The Resources Information Standards Committee (RISC) is responsible for establishing standards for natural and cultural resources inventories, including collection, storage, analysis, interpretation and reporting of inventory data. A number of Government initiatives, including Forest Investment Account and Forest Practices Code, require participants in those initiatives to adhere to RISC standards. These initiatives have come to expect RISC to be the approving body for a range of standards beyond the initial focus of RISC.

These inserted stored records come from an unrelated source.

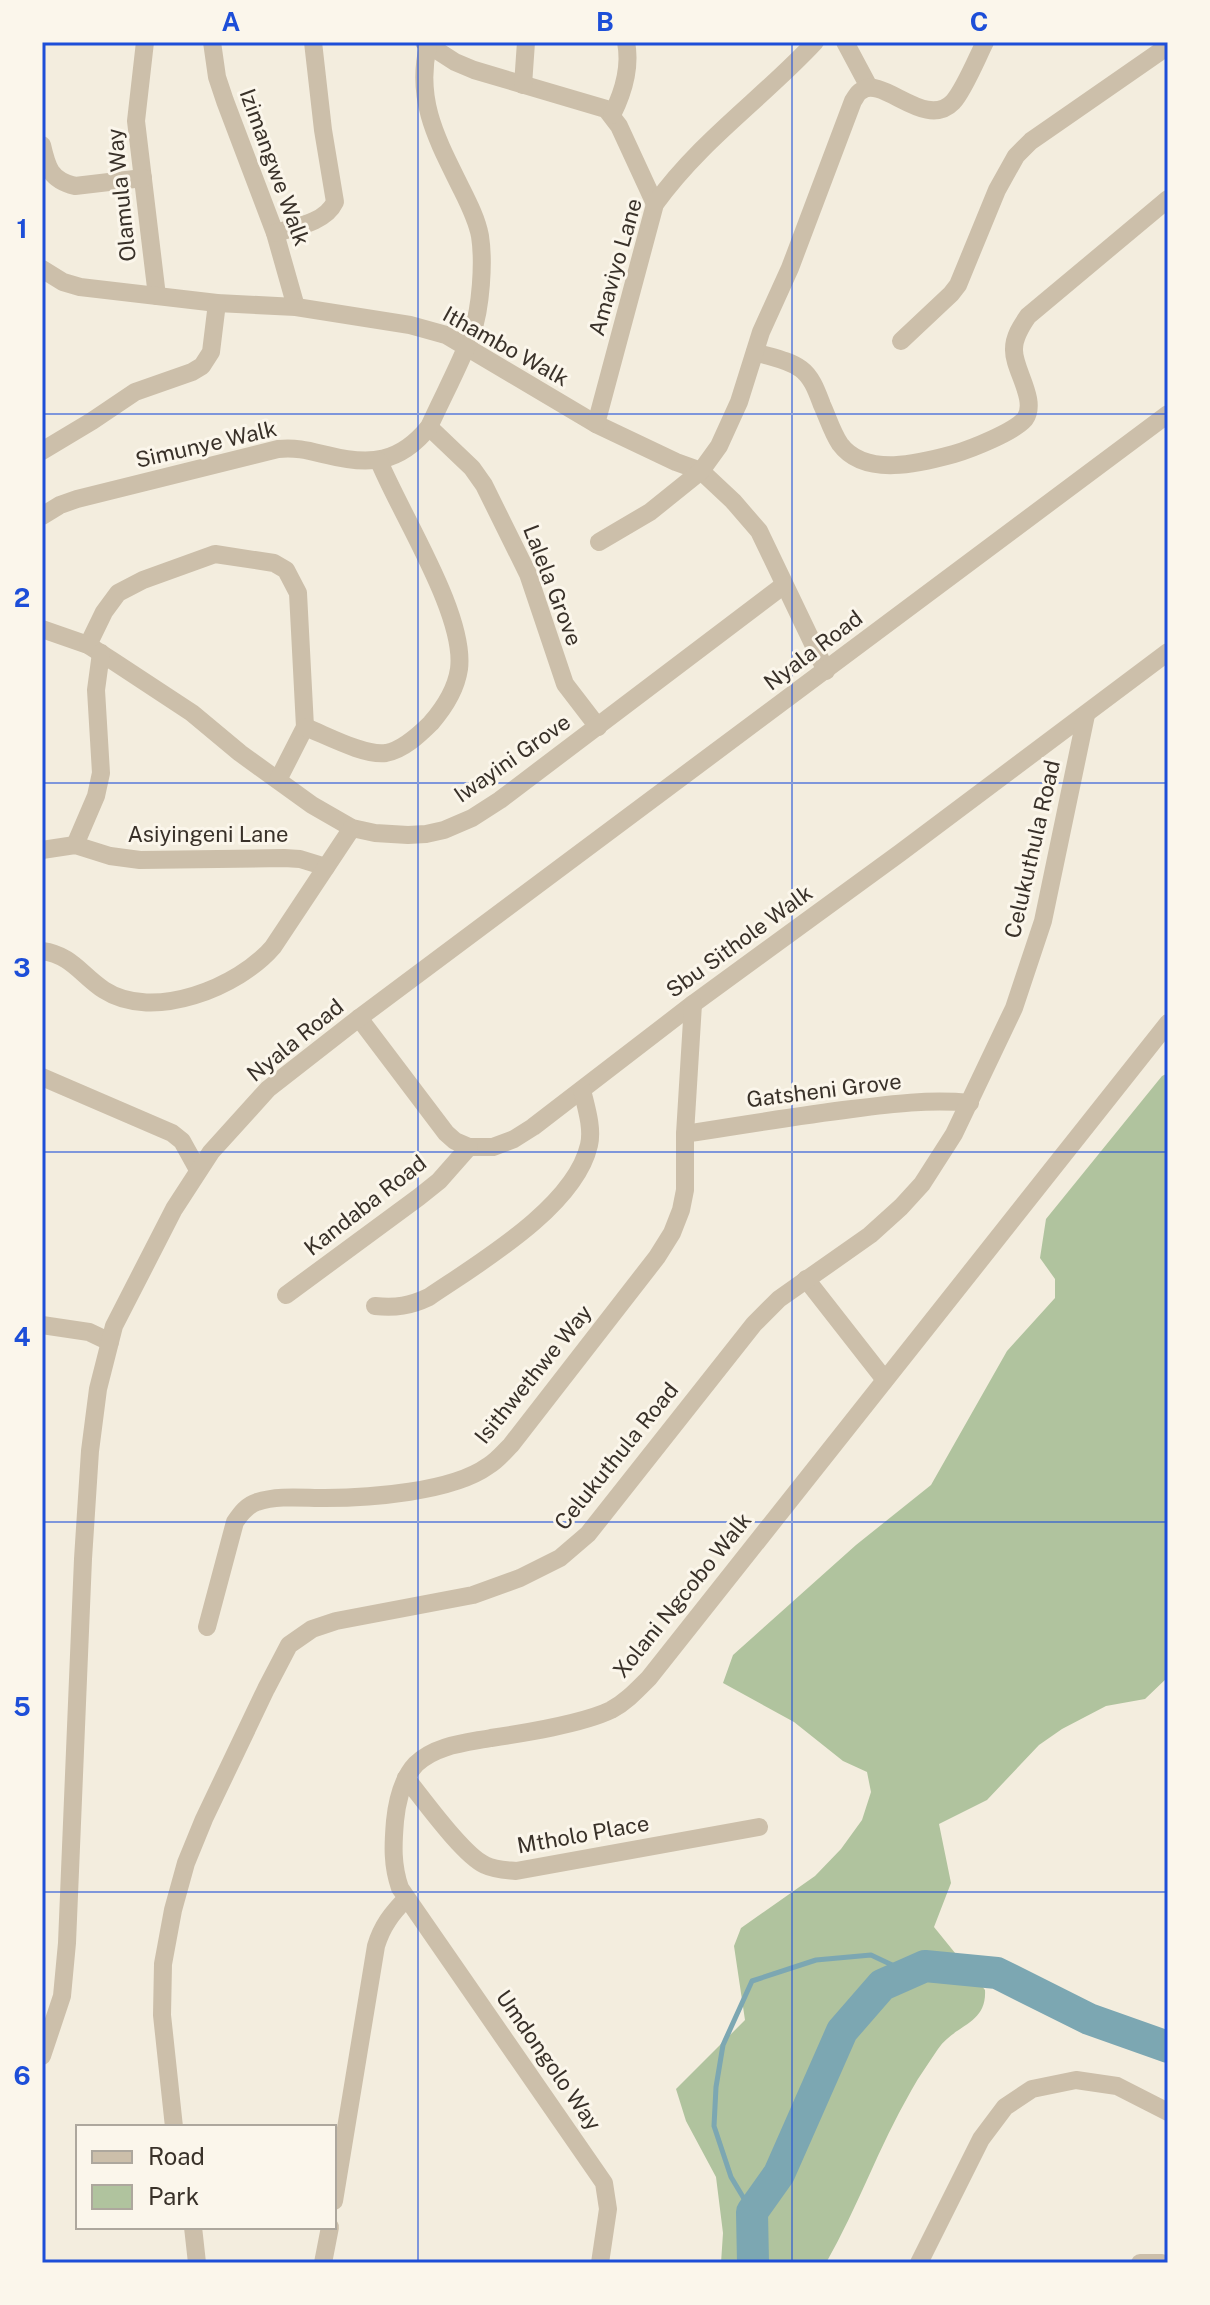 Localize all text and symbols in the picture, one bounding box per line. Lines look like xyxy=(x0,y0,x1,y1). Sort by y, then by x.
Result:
text: A xyxy=(222,6,241,37)
text: B xyxy=(596,6,614,37)
text: C xyxy=(970,6,988,37)
street label: Izimangwe Walk xyxy=(235,85,315,249)
street label: Olamula Way xyxy=(101,127,141,263)
street label: Amaviyo Lane xyxy=(583,195,647,339)
text: 1 xyxy=(16,213,28,244)
street label: Ithambo Walk xyxy=(439,301,573,391)
street label: Simunye Walk xyxy=(133,415,279,473)
street label: Lalela Grove xyxy=(518,521,588,649)
text: 2 xyxy=(14,582,30,613)
street label: Nyala Road xyxy=(759,605,867,695)
street label: Iwayini Grove xyxy=(449,708,575,808)
street label: Celukuthula Road xyxy=(999,757,1065,941)
street label: Asiyingeni Lane xyxy=(128,821,288,847)
street label: Sbu Sithole Walk xyxy=(661,879,817,1003)
text: 3 xyxy=(13,952,31,983)
street label: Nyala Road xyxy=(242,993,348,1087)
street label: Gatsheni Grove xyxy=(745,1068,903,1112)
street label: Kandaba Road xyxy=(299,1149,431,1261)
street label: Isithwethwe Way xyxy=(469,1299,597,1449)
text: 4 xyxy=(13,1321,31,1352)
street label: Celukuthula Road xyxy=(549,1377,683,1535)
street label: Xolani Ngcobo Walk xyxy=(607,1507,757,1683)
text: 5 xyxy=(13,1691,31,1722)
street label: Mtholo Place xyxy=(515,1810,651,1858)
street label: Umdongolo Way xyxy=(491,1985,607,2135)
text: 6 xyxy=(13,2060,31,2091)
legend xyxy=(76,2125,336,2229)
text: Road xyxy=(148,2142,205,2170)
text: Park xyxy=(148,2182,199,2210) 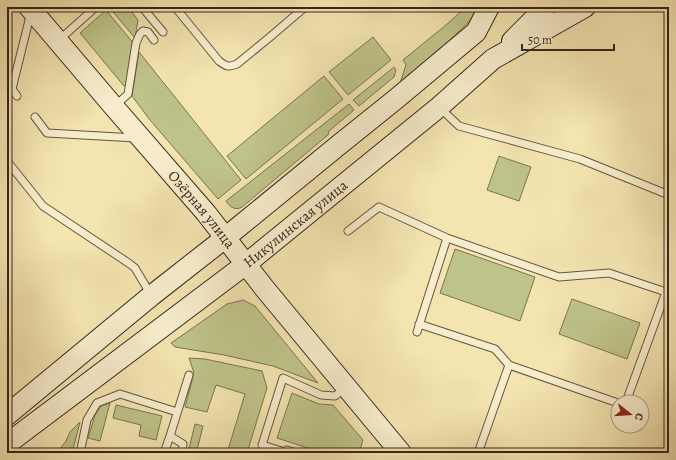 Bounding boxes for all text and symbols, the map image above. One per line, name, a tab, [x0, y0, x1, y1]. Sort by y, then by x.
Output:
scale bar	[522, 26, 614, 52]
text: 50 m	[528, 32, 552, 48]
street label: Озёрная улица	[163, 166, 240, 253]
street label: Никулинская улица	[239, 175, 352, 272]
north arrow	[610, 394, 650, 434]
text: С	[631, 411, 647, 422] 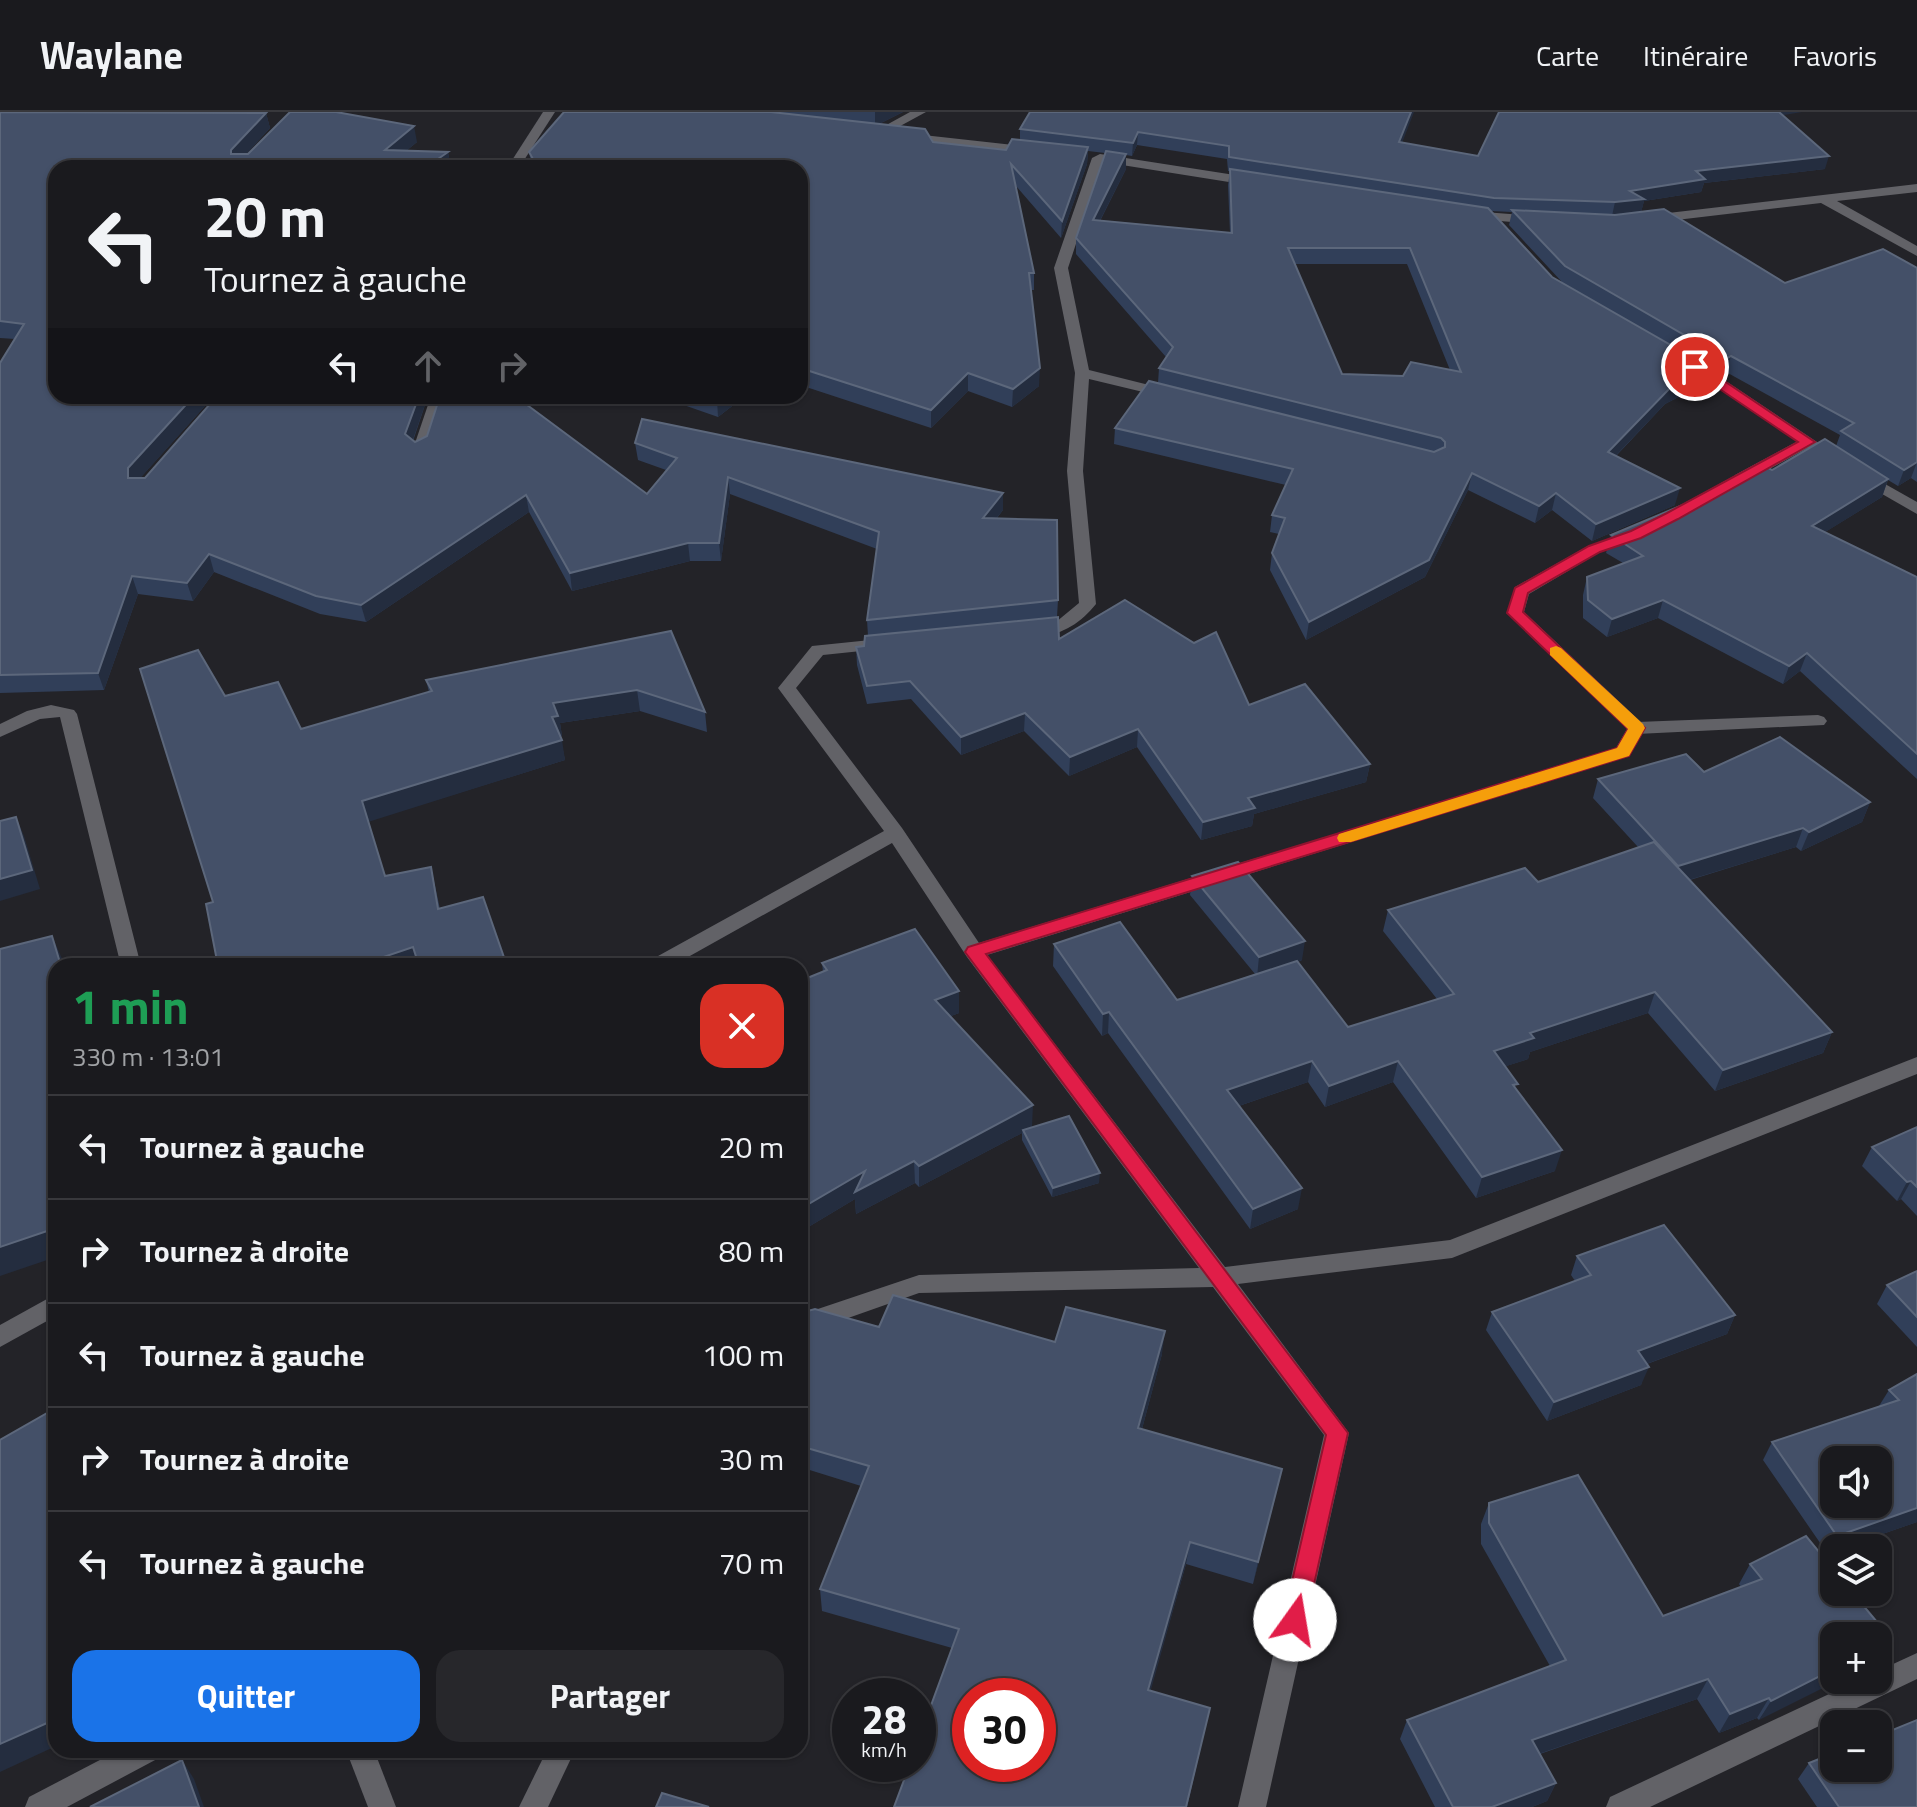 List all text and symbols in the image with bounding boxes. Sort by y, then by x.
text: Waylane [40,26,183,84]
text: Carte [1536,34,1599,77]
text: Itinéraire [1643,34,1748,77]
text: Favoris [1792,34,1877,77]
text: 20 m [204,174,326,259]
icon: left [72,192,176,296]
text: Tournez à gauche [204,251,467,306]
pin [1661,333,1729,401]
icon: left [322,344,366,388]
icon: ahead [406,344,450,388]
icon: right [490,344,534,388]
icon: arrive [1673,345,1717,389]
text: 1 min [72,970,189,1043]
button: close [700,984,784,1068]
text: 330 m · 13:01 [72,1037,224,1076]
text: Tournez à gauche [140,1124,365,1170]
text: 20 m [719,1124,784,1170]
icon: left [72,1125,116,1169]
text: Tournez à droite [140,1228,349,1274]
text: 80 m [719,1228,784,1274]
icon: right [72,1229,116,1273]
text: Tournez à gauche [140,1332,365,1378]
text: 100 m [702,1332,784,1378]
icon: left [72,1333,116,1377]
text: Tournez à droite [140,1436,349,1482]
text: 30 m [719,1436,784,1482]
icon: right [72,1437,116,1481]
map controls [1820,1446,1892,1782]
button: sound [1820,1446,1892,1518]
button: layers [1820,1534,1892,1606]
text: Tournez à gauche [140,1540,365,1586]
text: 70 m [719,1540,784,1586]
icon: left [72,1541,116,1585]
position arrow [1253,1578,1337,1662]
button: + [1820,1622,1892,1694]
button: Quitter [72,1650,420,1742]
button: Partager [436,1650,784,1742]
speed limit sign: 30 [952,1678,1056,1782]
text: 28 [862,1689,906,1750]
button: − [1820,1710,1892,1782]
text: km/h [861,1734,907,1765]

Focus to date has been dominantly in the area of standards for field inventory. The range of standards required to deliver an inventory program goes beyond just field inventory and includes discipline standards, field inventory standards, digital data standards, use or interpretation standards, product standards and change management standards. Also important are a group of common standards to be used across all inventory programs to ensure that data can be described, accessed, shared and integrated.

Overview

The Resources Information Standards Committee was established in 1991 as the Resources Inventory Committee, initiated in response to the Forest Resources Commission recommendation "that the Government of British Columbia undertake a commitment to complete inventories for all renewable forest resource values using standardized compatible systems".

The multi-agency Committee and its Task Forces addressed the issues of standards and coordination by first dealing with two critical issues:

What information is vital for effective land management, at what levels of detail and for what purposes?

How can this information most efficiently be acquired in a manner that minimizes duplication, promotes cooperative data collection, and encourages broad application and long-term relevance?

The activities of the Committee initially included the following points:

Determine who has been collecting what resource inventory information, to what standards, and using what procedures.

Identify the information products that will be needed most by resource managers and the associated inventory needs.

  • Develop, where appropriate, common standards and procedures in both the government and private data collection programs.
  • Develop appropriate inventory-related training and extension programs and delivery mechanisms.

The Committee's activities were initially funded through the federal-provincial Partnership Agreement on Forest Resource Development (FRDA II) and subsequently through the Corporate Resources Inventory Initiative and Forest Renewal BC.

At the time of this update, April 2004, some 214 documents have been produced comprising the range of inventory standards and procedures, field guides, field forms and background documents. For a complete listing of standards visit http://ilmbwww.gov.bc.ca/risc/standards.htm

The Resources Information Standards Committee has moved from development of standards and procedures to the management of change. The change management window for most standards is October to February of each year in preparation for the field season.